--- THE DATA ---
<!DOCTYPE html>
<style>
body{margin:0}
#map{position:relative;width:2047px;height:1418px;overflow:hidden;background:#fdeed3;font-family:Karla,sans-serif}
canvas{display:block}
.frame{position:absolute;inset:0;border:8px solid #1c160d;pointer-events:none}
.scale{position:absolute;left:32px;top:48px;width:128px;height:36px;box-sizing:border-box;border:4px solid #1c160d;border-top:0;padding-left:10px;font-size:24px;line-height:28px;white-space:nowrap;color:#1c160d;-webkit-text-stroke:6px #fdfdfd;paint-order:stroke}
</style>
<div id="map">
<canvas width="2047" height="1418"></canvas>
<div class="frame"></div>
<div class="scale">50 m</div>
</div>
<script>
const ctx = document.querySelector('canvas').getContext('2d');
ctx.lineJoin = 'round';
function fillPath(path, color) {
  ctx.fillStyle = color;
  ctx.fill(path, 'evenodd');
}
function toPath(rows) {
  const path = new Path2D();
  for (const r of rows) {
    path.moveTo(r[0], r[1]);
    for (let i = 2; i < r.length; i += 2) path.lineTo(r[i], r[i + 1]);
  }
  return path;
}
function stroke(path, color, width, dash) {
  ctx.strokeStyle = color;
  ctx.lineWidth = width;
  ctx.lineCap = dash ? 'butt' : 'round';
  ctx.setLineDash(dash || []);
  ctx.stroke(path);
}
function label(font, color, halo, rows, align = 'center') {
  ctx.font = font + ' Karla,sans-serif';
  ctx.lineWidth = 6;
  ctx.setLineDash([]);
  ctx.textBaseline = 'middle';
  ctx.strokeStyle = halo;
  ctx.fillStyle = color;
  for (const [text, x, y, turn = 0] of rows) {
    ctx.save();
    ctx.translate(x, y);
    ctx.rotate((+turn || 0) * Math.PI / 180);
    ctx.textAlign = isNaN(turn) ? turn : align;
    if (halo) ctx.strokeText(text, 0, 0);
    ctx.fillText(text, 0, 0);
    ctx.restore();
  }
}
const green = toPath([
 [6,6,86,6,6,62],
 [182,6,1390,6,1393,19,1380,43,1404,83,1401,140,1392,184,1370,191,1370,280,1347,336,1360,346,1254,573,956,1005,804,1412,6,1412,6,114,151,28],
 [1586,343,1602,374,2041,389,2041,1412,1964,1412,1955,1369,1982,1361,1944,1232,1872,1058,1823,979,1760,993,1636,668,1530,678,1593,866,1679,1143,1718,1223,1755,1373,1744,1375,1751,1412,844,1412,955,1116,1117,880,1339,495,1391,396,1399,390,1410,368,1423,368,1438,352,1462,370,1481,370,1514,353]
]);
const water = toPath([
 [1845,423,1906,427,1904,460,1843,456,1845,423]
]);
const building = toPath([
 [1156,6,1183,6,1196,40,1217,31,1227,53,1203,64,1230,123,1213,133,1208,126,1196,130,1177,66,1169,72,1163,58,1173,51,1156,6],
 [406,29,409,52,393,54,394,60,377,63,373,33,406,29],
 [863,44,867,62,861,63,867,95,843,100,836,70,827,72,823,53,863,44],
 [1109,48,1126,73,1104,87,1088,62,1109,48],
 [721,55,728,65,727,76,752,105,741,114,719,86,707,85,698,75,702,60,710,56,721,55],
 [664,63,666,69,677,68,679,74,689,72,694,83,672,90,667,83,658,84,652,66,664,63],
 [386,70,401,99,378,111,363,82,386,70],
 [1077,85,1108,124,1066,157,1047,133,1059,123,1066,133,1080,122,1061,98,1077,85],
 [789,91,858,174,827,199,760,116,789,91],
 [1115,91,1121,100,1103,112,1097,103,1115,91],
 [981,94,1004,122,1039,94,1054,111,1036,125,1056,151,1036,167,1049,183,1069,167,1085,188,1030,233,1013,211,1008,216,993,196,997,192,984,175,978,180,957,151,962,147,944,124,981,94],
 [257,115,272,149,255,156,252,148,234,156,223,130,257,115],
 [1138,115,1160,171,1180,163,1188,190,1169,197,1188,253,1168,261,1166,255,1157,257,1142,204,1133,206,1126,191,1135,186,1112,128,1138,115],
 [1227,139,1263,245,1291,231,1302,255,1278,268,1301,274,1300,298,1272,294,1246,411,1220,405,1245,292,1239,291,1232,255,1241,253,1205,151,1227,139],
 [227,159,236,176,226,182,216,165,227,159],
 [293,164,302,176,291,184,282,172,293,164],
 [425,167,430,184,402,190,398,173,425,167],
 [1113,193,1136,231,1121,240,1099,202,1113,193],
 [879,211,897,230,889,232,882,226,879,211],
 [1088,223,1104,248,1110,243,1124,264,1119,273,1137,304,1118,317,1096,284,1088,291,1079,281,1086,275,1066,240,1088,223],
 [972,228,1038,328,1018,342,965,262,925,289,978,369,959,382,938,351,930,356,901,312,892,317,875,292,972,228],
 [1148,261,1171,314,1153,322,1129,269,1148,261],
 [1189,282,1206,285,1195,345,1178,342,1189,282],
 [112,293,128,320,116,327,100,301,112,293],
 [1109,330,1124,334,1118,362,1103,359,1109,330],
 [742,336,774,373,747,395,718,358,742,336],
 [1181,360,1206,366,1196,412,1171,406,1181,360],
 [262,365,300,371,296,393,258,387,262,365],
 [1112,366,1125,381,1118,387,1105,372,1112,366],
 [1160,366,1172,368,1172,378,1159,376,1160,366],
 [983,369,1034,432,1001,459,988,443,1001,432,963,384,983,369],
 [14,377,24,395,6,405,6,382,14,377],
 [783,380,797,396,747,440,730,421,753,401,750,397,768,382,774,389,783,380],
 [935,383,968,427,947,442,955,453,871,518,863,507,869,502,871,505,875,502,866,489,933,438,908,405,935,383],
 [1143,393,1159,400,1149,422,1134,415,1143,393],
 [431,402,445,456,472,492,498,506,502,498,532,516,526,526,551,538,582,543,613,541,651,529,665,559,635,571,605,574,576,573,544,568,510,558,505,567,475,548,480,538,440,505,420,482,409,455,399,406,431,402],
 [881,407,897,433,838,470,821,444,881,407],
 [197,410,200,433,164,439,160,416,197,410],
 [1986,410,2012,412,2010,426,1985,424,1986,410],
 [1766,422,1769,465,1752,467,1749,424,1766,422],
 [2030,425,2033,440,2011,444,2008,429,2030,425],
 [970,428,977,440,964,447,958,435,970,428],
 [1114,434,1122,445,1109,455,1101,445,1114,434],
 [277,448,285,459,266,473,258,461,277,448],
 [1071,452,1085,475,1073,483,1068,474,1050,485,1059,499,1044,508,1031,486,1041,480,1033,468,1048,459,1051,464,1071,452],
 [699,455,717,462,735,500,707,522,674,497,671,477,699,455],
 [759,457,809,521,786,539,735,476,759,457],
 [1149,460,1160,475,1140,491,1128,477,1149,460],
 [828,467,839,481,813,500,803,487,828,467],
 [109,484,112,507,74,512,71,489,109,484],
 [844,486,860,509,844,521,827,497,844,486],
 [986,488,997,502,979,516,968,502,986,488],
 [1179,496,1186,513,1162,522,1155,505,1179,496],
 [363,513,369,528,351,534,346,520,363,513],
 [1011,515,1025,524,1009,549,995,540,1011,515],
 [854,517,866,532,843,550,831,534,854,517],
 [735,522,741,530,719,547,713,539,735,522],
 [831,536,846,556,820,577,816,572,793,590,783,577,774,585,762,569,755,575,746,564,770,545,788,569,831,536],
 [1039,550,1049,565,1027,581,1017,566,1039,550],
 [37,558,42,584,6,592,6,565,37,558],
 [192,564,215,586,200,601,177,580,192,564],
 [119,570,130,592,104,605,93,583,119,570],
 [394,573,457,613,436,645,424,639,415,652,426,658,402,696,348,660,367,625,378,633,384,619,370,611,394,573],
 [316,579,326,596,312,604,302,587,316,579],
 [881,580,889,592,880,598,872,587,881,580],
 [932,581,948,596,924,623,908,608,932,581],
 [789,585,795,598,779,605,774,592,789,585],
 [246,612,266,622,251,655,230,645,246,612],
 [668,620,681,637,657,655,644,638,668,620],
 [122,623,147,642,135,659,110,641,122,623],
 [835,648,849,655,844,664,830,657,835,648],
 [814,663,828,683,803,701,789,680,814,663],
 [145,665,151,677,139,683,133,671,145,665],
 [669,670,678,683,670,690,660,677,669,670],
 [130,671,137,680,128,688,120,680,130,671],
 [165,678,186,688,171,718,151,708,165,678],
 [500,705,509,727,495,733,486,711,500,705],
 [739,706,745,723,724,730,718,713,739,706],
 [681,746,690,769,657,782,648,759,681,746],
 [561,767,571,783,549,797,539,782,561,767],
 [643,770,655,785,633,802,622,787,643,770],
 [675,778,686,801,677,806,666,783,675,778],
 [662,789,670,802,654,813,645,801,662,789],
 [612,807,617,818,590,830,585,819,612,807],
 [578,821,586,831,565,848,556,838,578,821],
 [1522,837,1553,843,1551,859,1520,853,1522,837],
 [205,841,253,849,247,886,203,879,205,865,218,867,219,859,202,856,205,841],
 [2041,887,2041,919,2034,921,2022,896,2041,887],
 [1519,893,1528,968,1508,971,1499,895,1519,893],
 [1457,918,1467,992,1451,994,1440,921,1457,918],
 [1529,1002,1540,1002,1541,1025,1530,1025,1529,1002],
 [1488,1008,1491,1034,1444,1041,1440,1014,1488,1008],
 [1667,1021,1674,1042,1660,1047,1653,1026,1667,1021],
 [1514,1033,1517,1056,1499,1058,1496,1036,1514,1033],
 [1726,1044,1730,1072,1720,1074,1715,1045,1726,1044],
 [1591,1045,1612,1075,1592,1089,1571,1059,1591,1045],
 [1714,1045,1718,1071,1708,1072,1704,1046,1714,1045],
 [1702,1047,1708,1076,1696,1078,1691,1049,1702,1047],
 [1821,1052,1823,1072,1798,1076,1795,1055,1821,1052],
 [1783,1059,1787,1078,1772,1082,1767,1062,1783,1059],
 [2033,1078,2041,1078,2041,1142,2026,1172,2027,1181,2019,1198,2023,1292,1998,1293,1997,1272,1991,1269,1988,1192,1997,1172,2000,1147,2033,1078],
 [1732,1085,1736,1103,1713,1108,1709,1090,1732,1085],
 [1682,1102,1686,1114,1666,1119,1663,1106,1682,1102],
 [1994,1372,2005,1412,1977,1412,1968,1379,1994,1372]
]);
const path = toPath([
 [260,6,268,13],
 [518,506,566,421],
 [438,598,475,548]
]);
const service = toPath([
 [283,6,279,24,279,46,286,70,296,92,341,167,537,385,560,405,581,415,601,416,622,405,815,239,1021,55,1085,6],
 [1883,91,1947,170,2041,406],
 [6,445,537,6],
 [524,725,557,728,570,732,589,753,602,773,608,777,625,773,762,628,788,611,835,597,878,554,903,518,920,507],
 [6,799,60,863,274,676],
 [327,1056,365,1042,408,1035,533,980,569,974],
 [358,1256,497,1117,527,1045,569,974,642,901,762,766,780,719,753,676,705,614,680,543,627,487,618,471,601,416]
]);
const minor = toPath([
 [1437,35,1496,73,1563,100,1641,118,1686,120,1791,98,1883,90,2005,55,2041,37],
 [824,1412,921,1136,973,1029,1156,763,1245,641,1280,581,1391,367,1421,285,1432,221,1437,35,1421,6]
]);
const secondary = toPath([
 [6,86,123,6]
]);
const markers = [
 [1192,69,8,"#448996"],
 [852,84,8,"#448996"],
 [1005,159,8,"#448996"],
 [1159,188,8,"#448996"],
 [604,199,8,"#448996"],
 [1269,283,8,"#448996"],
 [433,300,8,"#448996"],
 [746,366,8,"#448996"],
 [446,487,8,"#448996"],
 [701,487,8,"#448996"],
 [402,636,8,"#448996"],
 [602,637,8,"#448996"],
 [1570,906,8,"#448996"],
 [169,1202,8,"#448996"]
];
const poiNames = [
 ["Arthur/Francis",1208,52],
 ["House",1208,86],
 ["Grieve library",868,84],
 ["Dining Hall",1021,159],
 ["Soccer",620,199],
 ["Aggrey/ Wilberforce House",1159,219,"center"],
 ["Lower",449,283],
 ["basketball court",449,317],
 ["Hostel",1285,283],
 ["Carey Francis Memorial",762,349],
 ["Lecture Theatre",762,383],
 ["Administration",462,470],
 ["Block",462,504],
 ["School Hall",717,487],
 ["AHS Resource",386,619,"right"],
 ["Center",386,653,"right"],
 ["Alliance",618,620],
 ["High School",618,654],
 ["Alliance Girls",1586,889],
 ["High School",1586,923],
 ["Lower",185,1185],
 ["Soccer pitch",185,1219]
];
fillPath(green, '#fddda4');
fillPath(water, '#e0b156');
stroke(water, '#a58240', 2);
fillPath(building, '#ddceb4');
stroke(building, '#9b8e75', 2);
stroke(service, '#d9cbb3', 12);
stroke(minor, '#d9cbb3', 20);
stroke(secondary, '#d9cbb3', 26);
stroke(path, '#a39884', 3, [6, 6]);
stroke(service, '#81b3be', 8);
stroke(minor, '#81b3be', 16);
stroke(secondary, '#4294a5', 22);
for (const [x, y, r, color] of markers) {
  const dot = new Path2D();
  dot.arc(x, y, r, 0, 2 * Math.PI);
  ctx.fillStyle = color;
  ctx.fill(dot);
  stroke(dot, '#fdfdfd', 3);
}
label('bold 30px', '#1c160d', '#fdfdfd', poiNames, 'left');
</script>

--- AIM OF THE TASK ---
Copy each line above containing the string "building".

--- RESPONSE TO THE TASK ---
const building = toPath([
fillPath(building, '#ddceb4');
stroke(building, '#9b8e75', 2);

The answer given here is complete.